SwinSF: Image Reconstruction from Spatial-Temporal Spike Streams

URL: http://arxiv.org/abs/2407.15708v2
Date: Wed, 24 Jul 2024 16:55:08 GMT
Title: SwinSF: Image Reconstruction from Spatial-Temporal Spike Streams
Authors: Liangyan Jiang, Chuang Zhu, Yanxu Chen,
Abstract summary: We introduce Swin Spikeformer (SwinSF), a novel model for dynamic scene reconstruction from spike streams. SwinSF combines shifted window self-attention and proposed temporal spike attention, ensuring a comprehensive feature extraction. We build a new synthesized dataset for spike image reconstruction which matches the resolution of the latest spike camera.
Score: 2.609896297570564
License: http://creativecommons.org/licenses/by-nc-nd/4.0/
Abstract: The spike camera, with its high temporal resolution, low latency, and high dynamic range, addresses high-speed imaging challenges like motion blur.

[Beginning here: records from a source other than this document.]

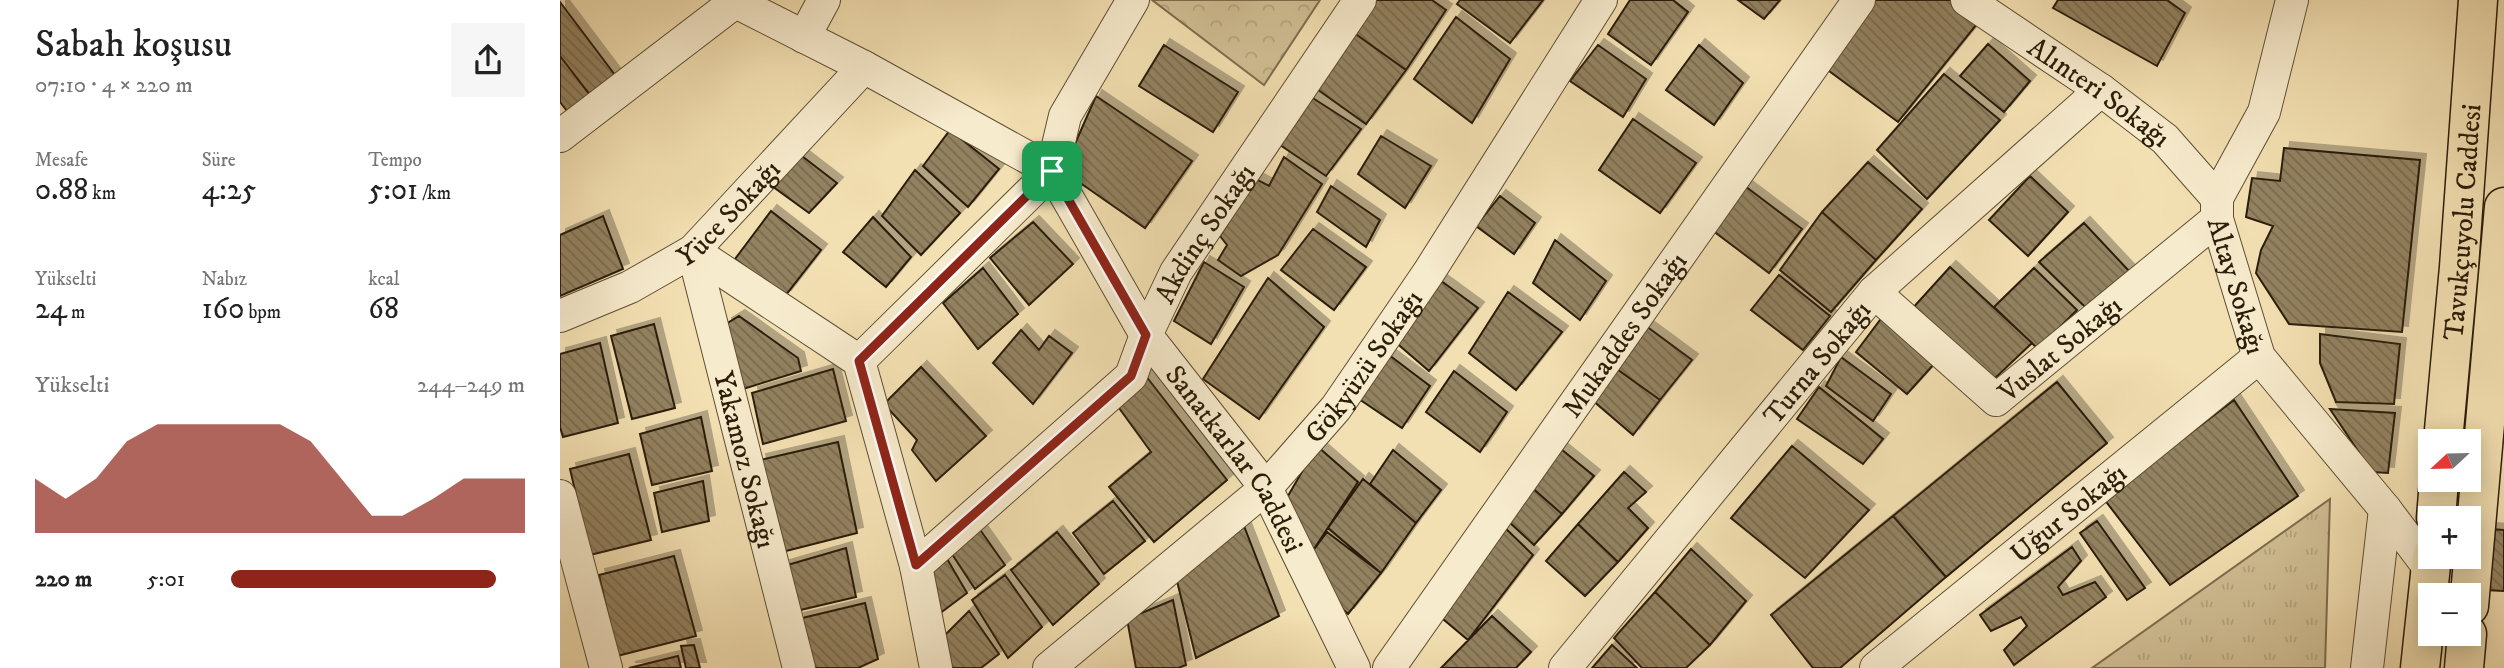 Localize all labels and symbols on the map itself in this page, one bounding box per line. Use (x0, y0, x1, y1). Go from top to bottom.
street label: Alınteri Sokağı (2021, 30, 2177, 156)
street label: Tavukçuyolu Caddesi (2436, 103, 2490, 342)
pin (1022, 141, 1082, 201)
street label: Yüce Sokağı (671, 153, 788, 276)
street label: Akdinç Sokağı (1148, 157, 1263, 309)
street label: Altay Sokağı (2199, 213, 2273, 359)
street label: Mukaddes Sokağı (1555, 246, 1695, 425)
street label: Gökyüzü Sokağı (1297, 283, 1431, 451)
street label: Vuslat Sokağı (1991, 288, 2129, 411)
street label: Turna Sokağı (1756, 294, 1879, 432)
street label: Sanatkarlar Caddesi (1157, 358, 1311, 559)
street label: Yakamoz Sokağı (705, 368, 784, 552)
north arrow (2418, 429, 2482, 492)
street label: Uğur Sokağı (2003, 456, 2134, 571) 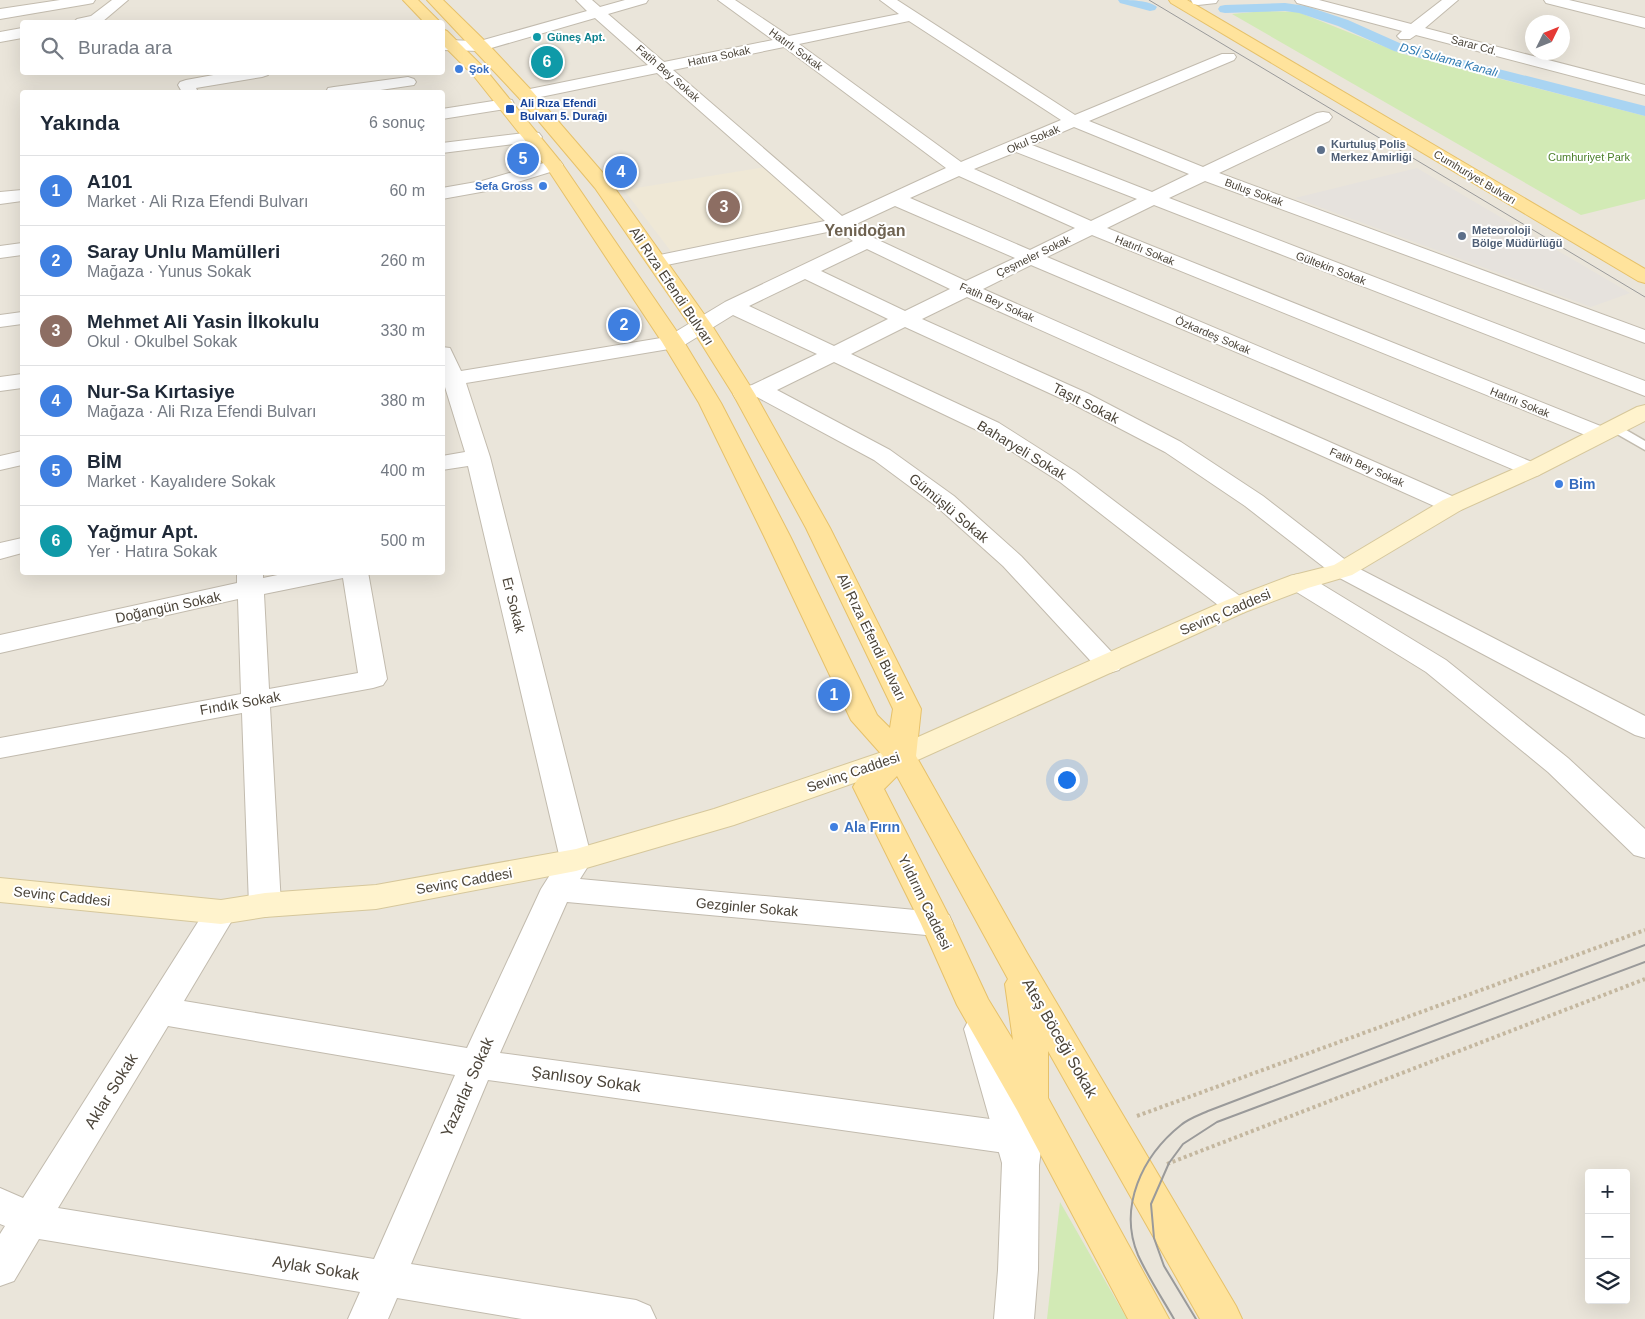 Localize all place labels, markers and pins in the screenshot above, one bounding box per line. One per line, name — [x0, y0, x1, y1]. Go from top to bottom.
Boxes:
marker: Güneş Apt. — [531, 31, 543, 43]
place label: Güneş Apt. — [547, 31, 605, 43]
pin: 6 — [531, 43, 563, 81]
marker: Şok — [453, 63, 465, 75]
place label: Şok — [469, 63, 490, 75]
place label: Ali Rıza Efendi Bulvarı 5. Durağı — [520, 97, 607, 122]
marker: Ali Rıza Efendi Bulvarı 5. Durağı — [504, 103, 516, 115]
place label: Kurtuluş Polis Merkez Amirliği — [1331, 138, 1412, 163]
pin: 5 — [507, 140, 539, 178]
marker: Kurtuluş Polis Merkez Amirliği — [1315, 144, 1327, 156]
pin: 4 — [605, 153, 637, 191]
place label: Sefa Gross — [475, 180, 533, 192]
marker: Sefa Gross — [537, 180, 549, 192]
pin: 3 — [708, 188, 740, 226]
place label: Meteoroloji Bölge Müdürlüğü — [1472, 224, 1562, 249]
marker: Meteoroloji Bölge Müdürlüğü — [1456, 230, 1468, 242]
pin: 2 — [608, 306, 640, 344]
place label: Bim — [1569, 476, 1595, 492]
marker: Bim — [1553, 478, 1565, 490]
pin: 1 — [818, 676, 850, 714]
place label: Ala Fırın — [844, 819, 900, 835]
marker: Ala Fırın — [828, 821, 840, 833] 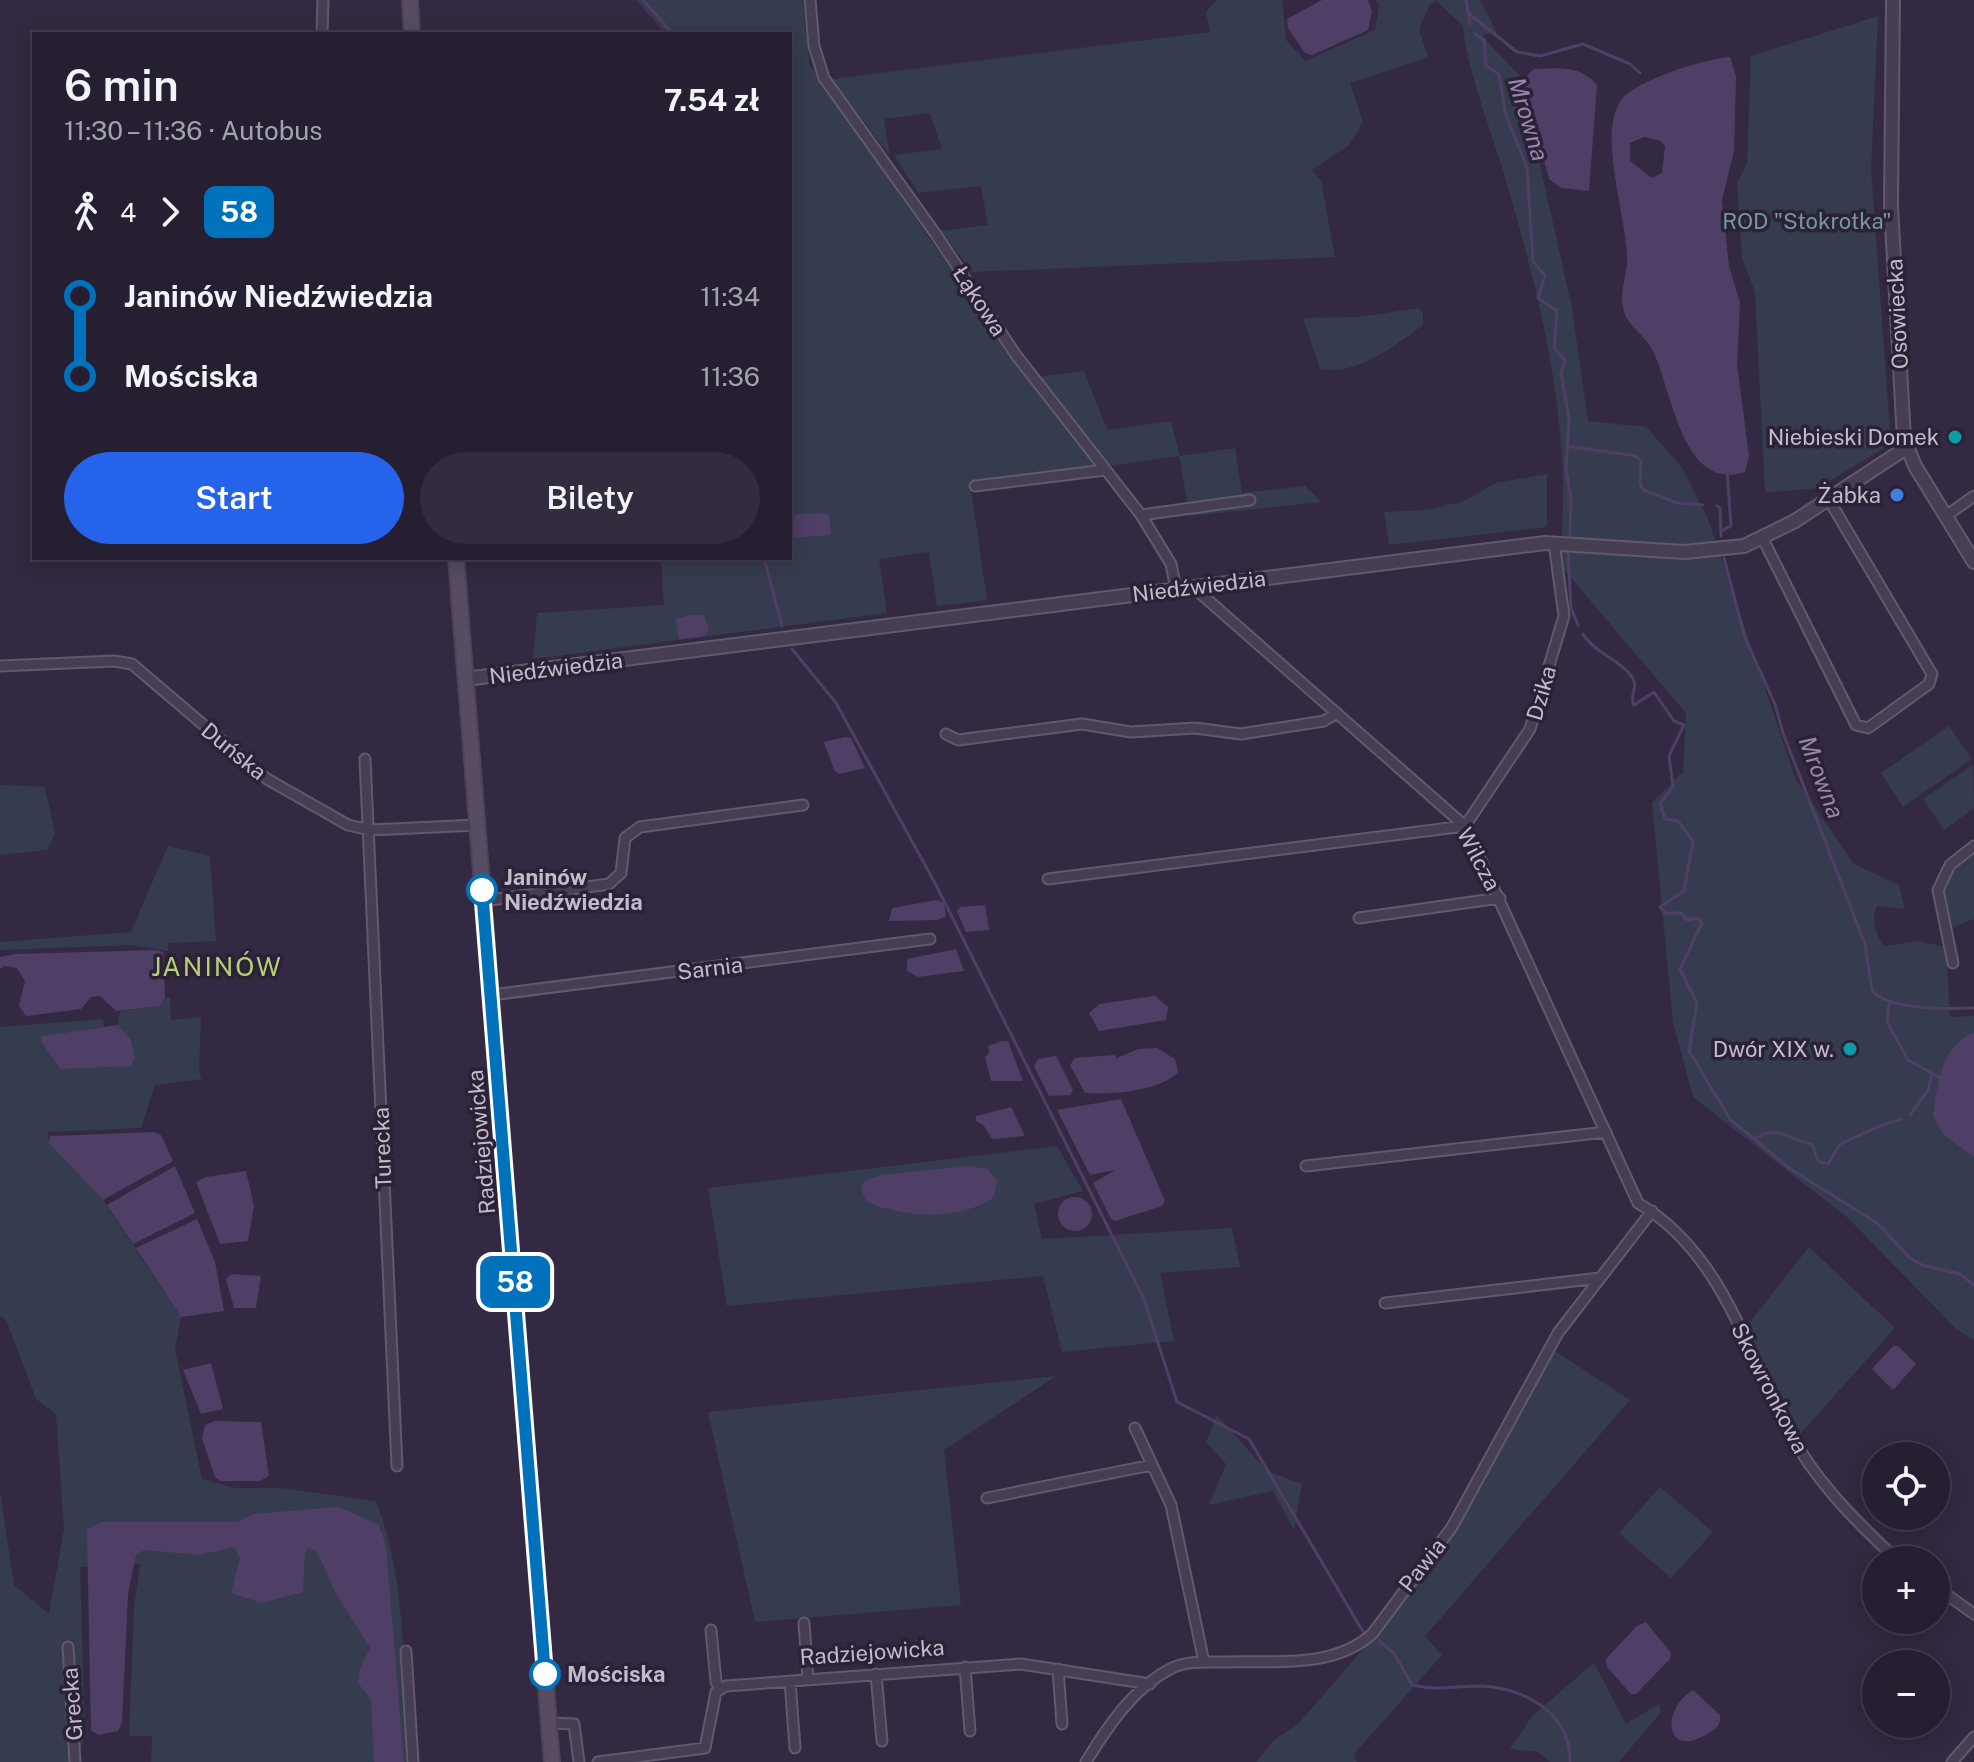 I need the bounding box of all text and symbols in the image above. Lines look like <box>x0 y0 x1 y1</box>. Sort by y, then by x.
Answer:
text: 6 min <box>64 59 179 111</box>
water label: Mrowna <box>1503 74 1555 164</box>
text: 7.54 zł <box>664 82 760 118</box>
text: 11:30 – 11:36 · Autobus <box>64 115 322 146</box>
icon: walk <box>64 190 108 234</box>
icon: forward <box>148 190 192 234</box>
text: 58 <box>220 195 258 228</box>
text: 4 <box>120 197 136 228</box>
park label: ROD "Stokrotka" <box>1722 208 1892 234</box>
street label: Osowiecka <box>1881 258 1913 370</box>
street label: Łąkowa <box>948 261 1012 341</box>
text: Janinów Niedźwiedzia <box>124 278 433 314</box>
text: 11:34 <box>700 281 760 312</box>
text: Mościska <box>124 358 258 394</box>
text: 11:36 <box>701 361 760 392</box>
place label: Niebieski Domek <box>1768 424 1939 450</box>
marker: Niebieski Domek <box>1946 428 1964 446</box>
button: Start <box>64 452 404 544</box>
button: Bilety <box>420 452 760 544</box>
place label: Żabka <box>1817 481 1881 508</box>
marker: Żabka <box>1888 486 1906 504</box>
street label: Niedźwiedzia <box>1131 565 1267 607</box>
street label: Niedźwiedzia <box>488 647 624 689</box>
street label: Dzika <box>1521 663 1561 723</box>
street label: Duńska <box>196 717 272 785</box>
water label: Mrowna <box>1794 732 1850 822</box>
street label: Wilcza <box>1452 823 1506 895</box>
place label: Janinów Niedźwiedzia <box>504 864 643 915</box>
marker: Janinów Niedźwiedzia <box>467 875 497 905</box>
district label: JANINÓW <box>151 951 283 982</box>
street label: Sarnia <box>676 951 744 985</box>
place label: Dwór XIX w. <box>1713 1036 1834 1062</box>
marker: Dwór XIX w. <box>1841 1040 1859 1058</box>
street label: Radziejowicka <box>462 1069 500 1215</box>
street label: Turecka <box>368 1107 396 1189</box>
line badge: 58 <box>479 1256 551 1308</box>
text: 58 <box>496 1265 534 1298</box>
street label: Skowronkowa <box>1726 1318 1814 1458</box>
map controls <box>1862 1442 1950 1738</box>
button: locate <box>1862 1442 1950 1530</box>
street label: Pawia <box>1393 1533 1451 1597</box>
button: + <box>1862 1546 1950 1634</box>
street label: Radziejowicka <box>799 1634 945 1670</box>
button: − <box>1862 1650 1950 1738</box>
marker: Mościska <box>530 1659 560 1689</box>
place label: Mościska <box>567 1661 665 1687</box>
street label: Grecka <box>56 1667 88 1741</box>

It captures photons at each pixel independently, creating binary spike streams rich in temporal information but challenging for image reconstruction. Current algorithms, both traditional and deep learning-based, still need to be improved in the utilization of the rich temporal detail and the restoration of the details of the reconstructed image. To overcome this, we introduce Swin Spikeformer (SwinSF), a novel model for dynamic scene reconstruction from spike streams. SwinSF is composed of Spike Feature Extraction, Spatial-Temporal Feature Extraction, and Final Reconstruction Module. It combines shifted window self-attention and proposed temporal spike attention, ensuring a comprehensive feature extraction that encapsulates both spatial and temporal dynamics, leading to a more robust and accurate reconstruction of spike streams. Furthermore, we build a new synthesized dataset for spike image reconstruction which matches the resolution of the latest spike camera, ensuring its relevance and applicability to the latest developments in spike camera imaging. Experimental results demonstrate that the proposed network SwinSF sets a new benchmark, achieving state-of-the-art performance across a series of datasets, including both real-world and synthesized data across various resolutions. Our codes and proposed dataset will be available soon.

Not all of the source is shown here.